Holding my emetophobia in check – fear of vomiting – I entered the toxic zone and was quickly driven back by my old nemesis – a gag reflex on a hair trigger.

I know what you’re thinking – “Don’t you work in a hospital?”

Yes, but you have to understand – as a hospital chaplain, my exposure to the gross is fairly antiseptic. I’ve never seen so much as a soiled diaper and I’m not usually present when housekeeping is mopping up “projectile vomiting.”

Bolting from the room, I came to hard stop in front of my wife. She was giving me that look. Men know the look – it’s the same “You’re worthless!” look we get when the keys we’re looking for are in our other hand.
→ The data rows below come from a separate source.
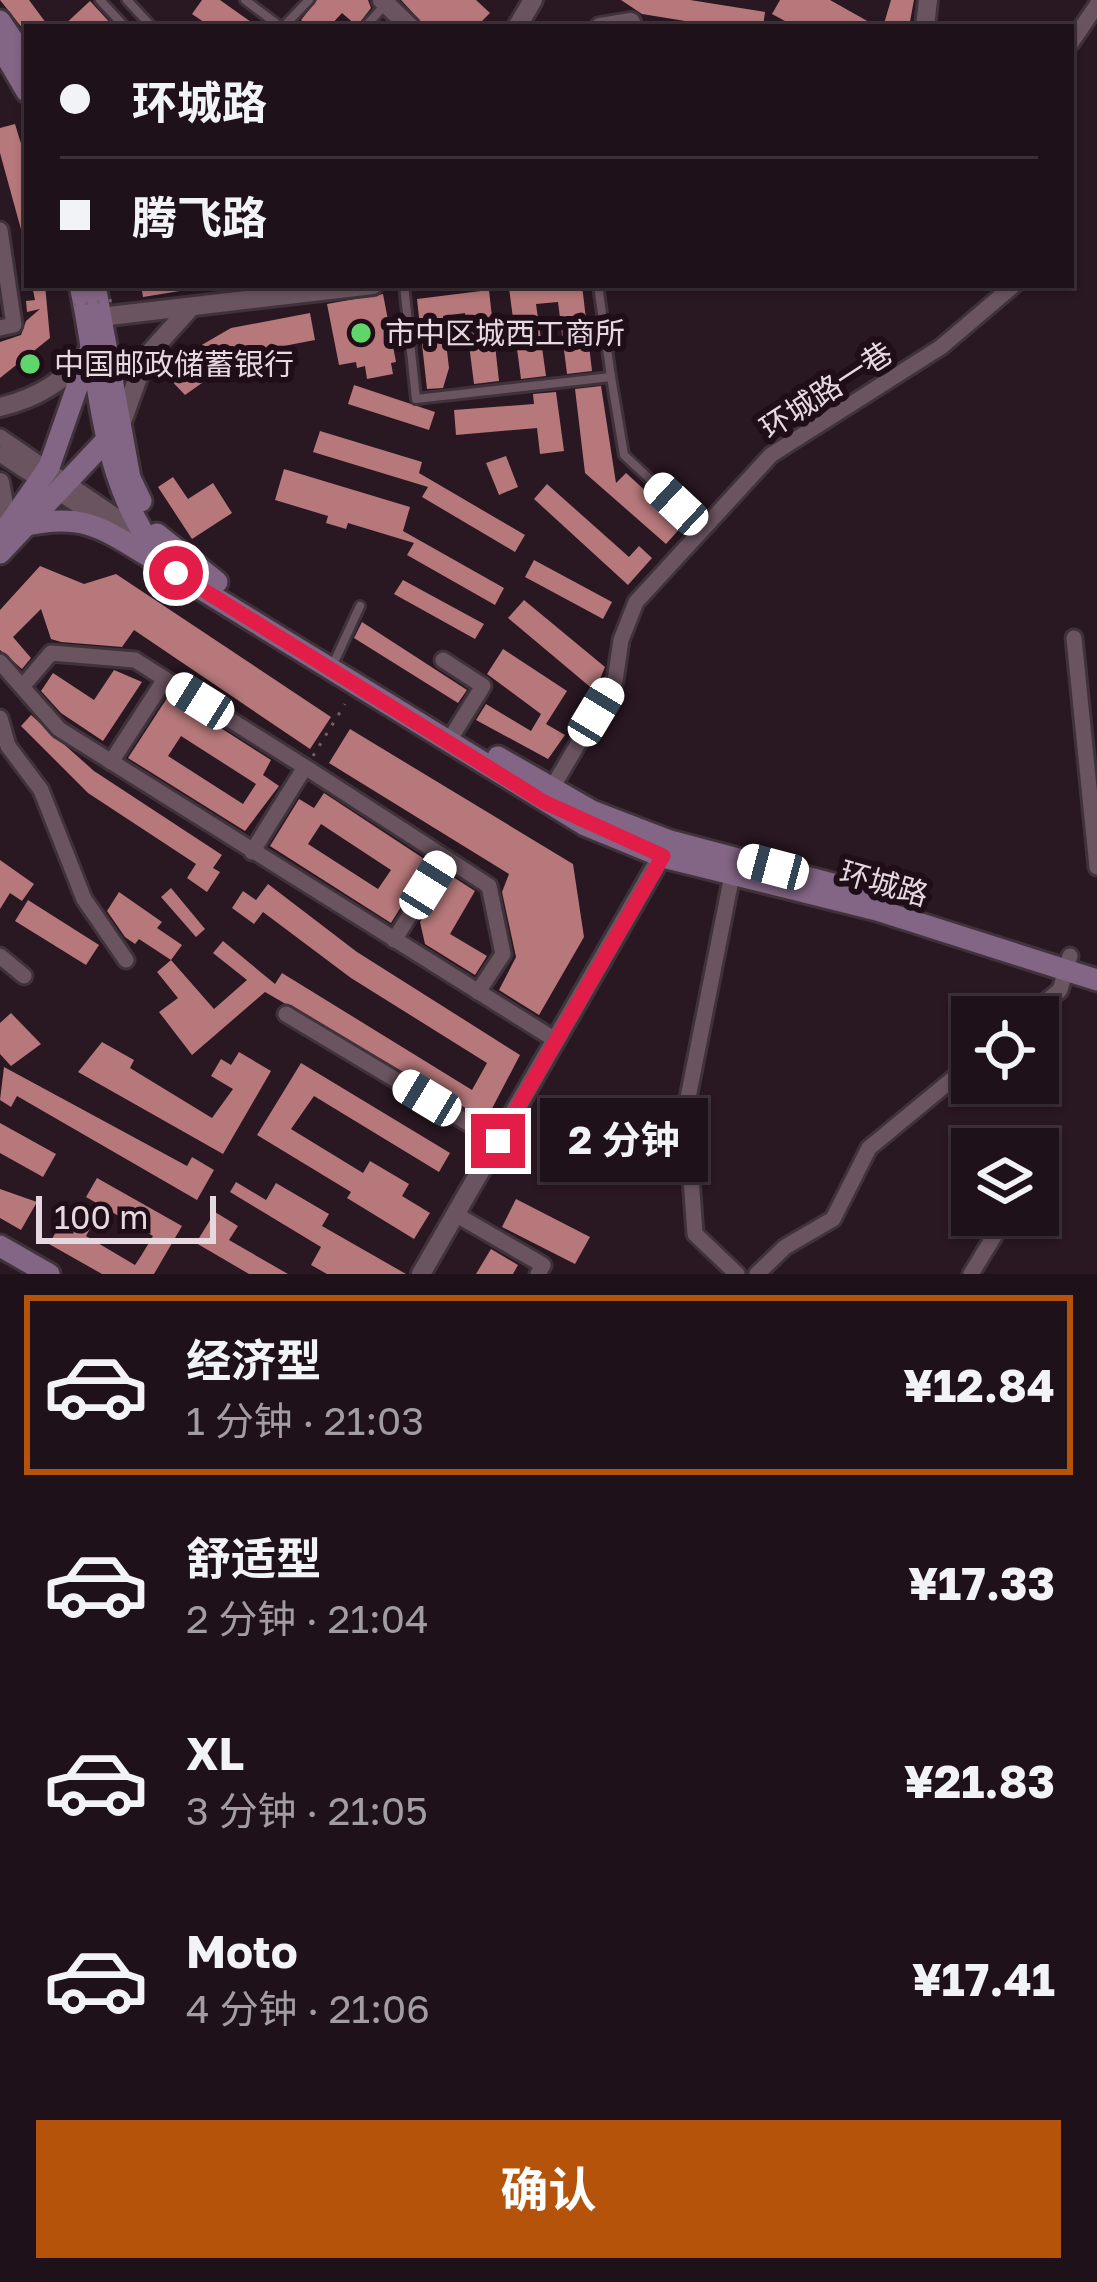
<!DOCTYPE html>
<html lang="zh">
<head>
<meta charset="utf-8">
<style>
  :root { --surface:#1f1119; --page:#2c1f26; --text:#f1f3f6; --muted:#a19da2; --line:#3c3138; --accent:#b45309 }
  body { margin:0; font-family:"Golos Text","Noto Sans SC",sans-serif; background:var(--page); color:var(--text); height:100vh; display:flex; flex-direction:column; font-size:45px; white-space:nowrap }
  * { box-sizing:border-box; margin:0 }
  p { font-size:39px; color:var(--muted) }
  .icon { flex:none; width:66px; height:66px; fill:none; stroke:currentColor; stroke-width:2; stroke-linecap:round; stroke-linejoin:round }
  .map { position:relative; height:1274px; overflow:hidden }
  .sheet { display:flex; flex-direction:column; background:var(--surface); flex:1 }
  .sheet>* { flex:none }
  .top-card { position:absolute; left:24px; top:24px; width:1050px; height:264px; border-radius:0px; box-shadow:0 3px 9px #0004,0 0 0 3px var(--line); display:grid; align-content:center; height:264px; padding:0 36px; background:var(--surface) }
  .tools { position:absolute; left:951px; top:996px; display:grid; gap:24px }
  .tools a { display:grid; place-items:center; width:108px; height:108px; border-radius:0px; background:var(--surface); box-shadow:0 3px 9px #0004,0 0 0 3px var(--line); font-size:60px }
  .scale { position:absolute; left:36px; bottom:30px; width:180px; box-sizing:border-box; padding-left:12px; border:6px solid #e5d8df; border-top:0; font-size:33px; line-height:42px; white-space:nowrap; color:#e5d8df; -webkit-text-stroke:9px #1f0e18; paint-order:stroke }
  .end { position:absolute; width:54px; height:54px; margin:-27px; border:15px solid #e11d48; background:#fff; box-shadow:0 0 0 6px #fff }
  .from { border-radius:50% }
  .bubble { position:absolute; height:84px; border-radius:0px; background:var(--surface); box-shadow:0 3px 9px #0004,0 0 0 3px var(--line); font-size:39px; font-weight:700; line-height:84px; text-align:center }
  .car { position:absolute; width:36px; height:72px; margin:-36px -18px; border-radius:15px; box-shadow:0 0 9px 3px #0007; background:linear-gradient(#fff 24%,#345 0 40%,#fff 0 76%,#345 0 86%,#fff 0) }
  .top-card b { display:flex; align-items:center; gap:42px; height:114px; font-size:45px }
  .top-card b+b { border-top:3px solid var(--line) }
  .top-card i { width:30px; height:30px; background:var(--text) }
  ul { padding:21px 0 0; list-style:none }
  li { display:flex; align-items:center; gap:36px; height:180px; margin:0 24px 18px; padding:0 12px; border:6px solid transparent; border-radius:0px }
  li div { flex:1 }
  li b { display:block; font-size:45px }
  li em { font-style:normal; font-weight:700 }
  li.active { border-color:var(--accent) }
  li>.icon { width:108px; height:108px; stroke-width:1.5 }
  .cta { display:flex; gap:24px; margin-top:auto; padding:24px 36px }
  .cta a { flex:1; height:138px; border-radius:0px; background:var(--accent); color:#fff; font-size:48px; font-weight:700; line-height:138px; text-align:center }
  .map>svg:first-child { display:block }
  .building { fill:#b6787a; fill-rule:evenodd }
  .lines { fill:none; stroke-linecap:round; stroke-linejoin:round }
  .service-casing { stroke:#40323a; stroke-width:14 }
  .minor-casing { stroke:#40323a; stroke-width:21 }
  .tertiary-casing { stroke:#40323a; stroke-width:24 }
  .secondary-casing { stroke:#40323a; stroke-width:27 }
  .path { stroke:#6f5f68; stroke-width:3; stroke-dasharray:3 9; stroke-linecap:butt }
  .service { stroke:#6a5460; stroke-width:8 }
  .minor { stroke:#6a5460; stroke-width:15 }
  .tertiary { stroke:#6a5460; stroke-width:18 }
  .secondary { stroke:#836585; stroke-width:21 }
  .path-bridge { stroke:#6f5f68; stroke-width:3; stroke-dasharray:3 9; stroke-linecap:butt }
  .route { stroke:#e11d48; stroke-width:15 }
  .poi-dot { fill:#5fd56b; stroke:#1f0e18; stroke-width:4.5 }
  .labels { text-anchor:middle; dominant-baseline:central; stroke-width:12; stroke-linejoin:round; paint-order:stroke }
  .poi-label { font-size:30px; fill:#e5d8df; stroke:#1f0e18; text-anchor:start }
  .street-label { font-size:30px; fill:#e5d8df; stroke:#1f0e18 }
</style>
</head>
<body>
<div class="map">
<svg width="1097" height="1274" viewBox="0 0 1097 1274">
  <rect width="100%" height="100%" fill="#291721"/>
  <g class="building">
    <polygon points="0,0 29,0 49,27 27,27 27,34"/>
    <polygon points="202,0 220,0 258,27 211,27 192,14"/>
    <polygon points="317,0 368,0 371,8 357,26 342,13 329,27 309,27 301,20"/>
    <polygon points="401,0 476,0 490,13 476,27 426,27"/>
    <polygon points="621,0 690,0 765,12 763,27 722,27 642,14"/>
    <polygon points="780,0 830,0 878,27 796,27 772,14"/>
    <polygon points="891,0 914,0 909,27 883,27"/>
    <polygon points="90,1 114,27 62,27"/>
    <polygon points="15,124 27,163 27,233 22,233 0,153 0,128"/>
    <polygon points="32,285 45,285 50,338 0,378 0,342 21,335 26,321 40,309 27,312 26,301 35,300"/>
    <polygon points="141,285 186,285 186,290 143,297"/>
    <polygon points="531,285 582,285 592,371 567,374 558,302 536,304 546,376 521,379 509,288"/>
    <polygon points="489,290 499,381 474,384 465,313 443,316 449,368 443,388 427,389 417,299"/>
    <polygon points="383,294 396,362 391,363 393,374 367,379 365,366 357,368 356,362 339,365 327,304"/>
    <polygon points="310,313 315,340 243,354 185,395 166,375 193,350 231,328"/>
    <polygon points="354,385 435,412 429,430 348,404"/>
    <polygon points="601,386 616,483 626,473 683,525 666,544 585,473 575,389"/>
    <polygon points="556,392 564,451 540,454 537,428 456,435 454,410 534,404 533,394"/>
    <polygon points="320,431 422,462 419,473 525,535 515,552 422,497 428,487 313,452"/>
    <polygon points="506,456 518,487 499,495 486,463"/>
    <polygon points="284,469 410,507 403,531 504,588 495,605 407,555 414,543 348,523 346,529 326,523 328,516 275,500"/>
    <polygon points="173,477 188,499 213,483 232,513 192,539 158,487"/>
    <polygon points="547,484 629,557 639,546 652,558 628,585 534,499"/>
    <polygon points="534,560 612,602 603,619 525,577"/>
    <polygon points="40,566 84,584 116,574 331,717 310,749 134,630 122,647 61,642 51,639 41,609 13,637 31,658 22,669 0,650 0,610"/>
    <polygon points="403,580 484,624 475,639 394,594"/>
    <polygon points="524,600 605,667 595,691 508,618"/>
    <polygon points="362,622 467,690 458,703 354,638"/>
    <polygon points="503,649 567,691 546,724 565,735 548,759 476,720 486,704 531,731 541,714 487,674"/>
    <polygon points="114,670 142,682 103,741 61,713 41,691 53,673 94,700"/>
    <path d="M 169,695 L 271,760 L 263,775 L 279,786 L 245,831 L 128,758 ZM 181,736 L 256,784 L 243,804 L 168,756 Z"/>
    <polygon points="31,715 94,771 222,855 213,868 220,872 207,892 187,878 196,864 88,793 21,726"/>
    <polygon points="350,729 573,864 584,937 539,1015 499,990 516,957 502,892 509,874 329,763"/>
    <path d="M 324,793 L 429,862 L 391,923 L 270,846 L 299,799 L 314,808 ZM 321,824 L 391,870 L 378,889 L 308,844 Z"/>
    <polygon points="0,860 34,884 22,901 10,893 0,909"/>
    <polygon points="450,875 475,891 450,934 487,956 475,975 425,944 420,922"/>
    <polygon points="268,884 357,952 520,1055 486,1120 265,992 192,1055 159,1012 178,998 157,972 171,960 214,1009 247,980 213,953 223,941 275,984 282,973 472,1090 487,1063 351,978 263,912 254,924 232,908 243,891 256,900"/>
    <polygon points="171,888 205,929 196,937 161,897"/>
    <polygon points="119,892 162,922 157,928 182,945 171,960 139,939 135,944 125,937 107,911"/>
    <polygon points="28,900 99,945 86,965 15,921"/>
    <polygon points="11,1013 41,1044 11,1066 0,1054 0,1023"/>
    <polygon points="102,1042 134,1060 130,1068 212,1118 233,1089 211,1076 221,1059 231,1065 239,1052 271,1071 223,1154 78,1072"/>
    <polygon points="301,1063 450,1153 439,1172 314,1096 291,1129 363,1173 370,1161 409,1184 402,1196 430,1213 414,1239 347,1198 351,1192 257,1135"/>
    <polygon points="4,1067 187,1166 192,1157 214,1170 197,1200 17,1096 11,1107 0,1100"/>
    <polygon points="0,1123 56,1154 43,1177 0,1153"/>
    <polygon points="97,1178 182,1226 154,1274 102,1274 49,1244 67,1213 91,1227 86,1236 135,1265 141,1256 153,1236 86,1197"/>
    <polygon points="236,1182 266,1200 276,1183 329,1214 322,1226 406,1274 327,1274 311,1265 321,1247 230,1192"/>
    <polygon points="0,1189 37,1202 21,1230 0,1218"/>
    <polygon points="516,1199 590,1237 575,1264 502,1227"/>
    <polygon points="215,1212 238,1226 229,1240 288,1274 249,1274 196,1243"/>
    <polygon points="491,1249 518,1265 513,1274 476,1274"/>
  </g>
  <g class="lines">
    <defs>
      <g id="service">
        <polyline points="100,0 125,27"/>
        <polyline points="127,0 152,27"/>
        <polyline points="245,0 281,27"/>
        <polyline points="283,27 309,0"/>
        <polyline points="365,27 385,5"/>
        <polyline points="404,285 416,399 611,377 598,285"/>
        <polyline points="611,377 624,455 701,527"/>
        <polyline points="336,658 360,606"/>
      </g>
      <g id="minor">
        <polyline points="1071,43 1097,5"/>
        <polyline points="0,230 14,325 0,328"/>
        <polyline points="0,437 139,532"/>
        <polyline points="0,454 108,525"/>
        <polyline points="1074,638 1097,867"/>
        <polyline points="443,660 483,686 455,731"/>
        <polyline points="0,662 59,729 557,1041"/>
        <polyline points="165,679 305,767 252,852"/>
        <polyline points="22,687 51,653 135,660 165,679 111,762"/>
        <polyline points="0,718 8,746 41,790 84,899 126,960"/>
        <polyline points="305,767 446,858 394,940"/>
        <polyline points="549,793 615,681 621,640 636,602 771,455 941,347 1014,285"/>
        <polyline points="446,858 489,886 503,954 478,992"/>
        <polyline points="734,865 686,1108 695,1234 737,1274"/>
        <polyline points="0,956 24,976"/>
        <polyline points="286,1014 498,1141"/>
        <polyline points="1027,1017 1060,990 1070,956"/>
        <polyline points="455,1214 543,1265 538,1274"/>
        <polyline points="757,1274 785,1247 833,1219 869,1148 972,1063"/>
        <polyline points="971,1274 1007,1215"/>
      </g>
      <g id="tertiary">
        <polyline points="382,0 410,27"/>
        <polyline points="517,27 533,0"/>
        <polyline points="600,27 631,22"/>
        <polyline points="925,27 928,0"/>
        <polyline points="92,318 373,285"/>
        <path d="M 0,407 C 34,399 63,383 85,355"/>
        <polyline points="122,422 145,358 190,308"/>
        <polyline points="0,482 8,527"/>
        <polyline points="421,1274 668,845"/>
      </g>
      <g id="secondary">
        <polyline points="0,21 27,61"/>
        <polyline points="0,46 27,92"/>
        <path d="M 80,285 C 102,385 98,497 175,573 L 585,825 L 663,857 L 877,910 L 1097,980"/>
        <polyline points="95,285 130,478 141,501"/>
        <path d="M 22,526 C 84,512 102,528 153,559"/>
        <polyline points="157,534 217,582"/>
        <polyline points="0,537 49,467 89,353"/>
        <polyline points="0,553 114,432"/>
        <polyline points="498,757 592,811 670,841 889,899"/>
        <polyline points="0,1246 49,1274"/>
      </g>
    </defs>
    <use href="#service" class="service-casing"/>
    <use href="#minor" class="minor-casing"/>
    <use href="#tertiary" class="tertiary-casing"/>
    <use href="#secondary" class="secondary-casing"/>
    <polyline class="path" points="313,756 345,704"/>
    <use href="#service" class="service"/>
    <use href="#minor" class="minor"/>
    <use href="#tertiary" class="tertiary"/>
    <use href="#secondary" class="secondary"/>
    <g class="path-bridge">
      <polyline points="73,305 114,300"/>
      <polyline points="160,577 180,541"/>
    </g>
  </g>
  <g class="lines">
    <polyline class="route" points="176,573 544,802 663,856 498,1141"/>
  </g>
  <g class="poi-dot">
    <circle cx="361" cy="333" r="12"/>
    <circle cx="30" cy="364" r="12"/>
  </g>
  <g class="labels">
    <g class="poi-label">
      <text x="385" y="333">市中区城西工商所</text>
      <text x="54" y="364">中国邮政储蓄银行</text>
    </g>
    <g class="street-label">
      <text transform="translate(826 390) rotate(-33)">环城路一巷</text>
      <text transform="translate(884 883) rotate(16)">环城路</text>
    </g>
  </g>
</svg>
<div class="tools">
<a><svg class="icon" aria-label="locate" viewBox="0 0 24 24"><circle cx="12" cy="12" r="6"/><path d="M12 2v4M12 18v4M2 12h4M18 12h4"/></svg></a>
<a><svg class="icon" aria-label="layers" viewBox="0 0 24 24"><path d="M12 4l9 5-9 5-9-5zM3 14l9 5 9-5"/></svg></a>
</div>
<div class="scale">100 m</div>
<i class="end from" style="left:176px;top:573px"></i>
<i class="end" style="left:498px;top:1141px"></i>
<div class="bubble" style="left:540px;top:1098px;width:168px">2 分钟</div>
<i class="car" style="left:676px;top:504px;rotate:313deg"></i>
<i class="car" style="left:200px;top:701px;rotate:302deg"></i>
<i class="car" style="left:596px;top:712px;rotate:31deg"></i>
<i class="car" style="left:773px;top:867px;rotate:285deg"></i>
<i class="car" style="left:428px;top:885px;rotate:32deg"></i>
<i class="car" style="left:427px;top:1098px;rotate:301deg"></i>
<div class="top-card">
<b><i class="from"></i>环城路</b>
<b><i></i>腾飞路</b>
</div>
</div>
<section class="sheet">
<ul>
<li class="active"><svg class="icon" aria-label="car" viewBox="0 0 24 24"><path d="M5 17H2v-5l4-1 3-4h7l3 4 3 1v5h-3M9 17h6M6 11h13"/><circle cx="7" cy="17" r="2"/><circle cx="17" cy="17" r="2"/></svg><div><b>经济型</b><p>1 分钟 · 21:03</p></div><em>¥12.84</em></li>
<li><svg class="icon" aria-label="car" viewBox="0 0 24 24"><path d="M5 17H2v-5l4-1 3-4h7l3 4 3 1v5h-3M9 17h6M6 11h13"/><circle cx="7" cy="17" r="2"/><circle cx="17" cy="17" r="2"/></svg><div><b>舒适型</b><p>2 分钟 · 21:04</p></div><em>¥17.33</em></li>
<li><svg class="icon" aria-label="car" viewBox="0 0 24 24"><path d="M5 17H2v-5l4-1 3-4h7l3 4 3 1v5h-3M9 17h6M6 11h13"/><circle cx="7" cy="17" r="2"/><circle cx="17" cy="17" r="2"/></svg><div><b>XL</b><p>3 分钟 · 21:05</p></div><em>¥21.83</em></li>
<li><svg class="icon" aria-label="car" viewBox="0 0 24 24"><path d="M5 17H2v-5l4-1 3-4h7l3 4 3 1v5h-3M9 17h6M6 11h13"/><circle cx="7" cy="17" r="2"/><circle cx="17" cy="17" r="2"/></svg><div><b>Moto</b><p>4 分钟 · 21:06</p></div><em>¥17.41</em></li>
</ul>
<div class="cta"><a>确认</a></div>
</section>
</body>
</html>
“I’ll do this,” she said, “but you’ll need to get this machine into the backyard where I can work on it.”

“No, problem,” I said – and an hour later, the machine sat in the open air which diluted the smell enough for me to remove the motor, transmission and some thingamabob I didn’t recognize.

True to her brag, my wife spent the next few hours disengaging the remains of this snake just as the sun began to set on this horribly long day.

It had been a day of confronting our fears, including the pet owner’s worst fear – that of losing their pet. Nevertheless, each of us somehow found the courage to push aside our fears and accomplish what some had said couldn’t be done.

When I think of all the things that scare me in this world, I’m grateful that our spiritual beliefs can be a great source of courage. The Christian Paul wrote that “God has not given us the spirit of fear, but of power, and of love, and of a sound mind.”

As for the washing machine – I was struck with a severe case of mechanophobia – fear of machines – so $150 later, a new repairman put the thingamabob back in place.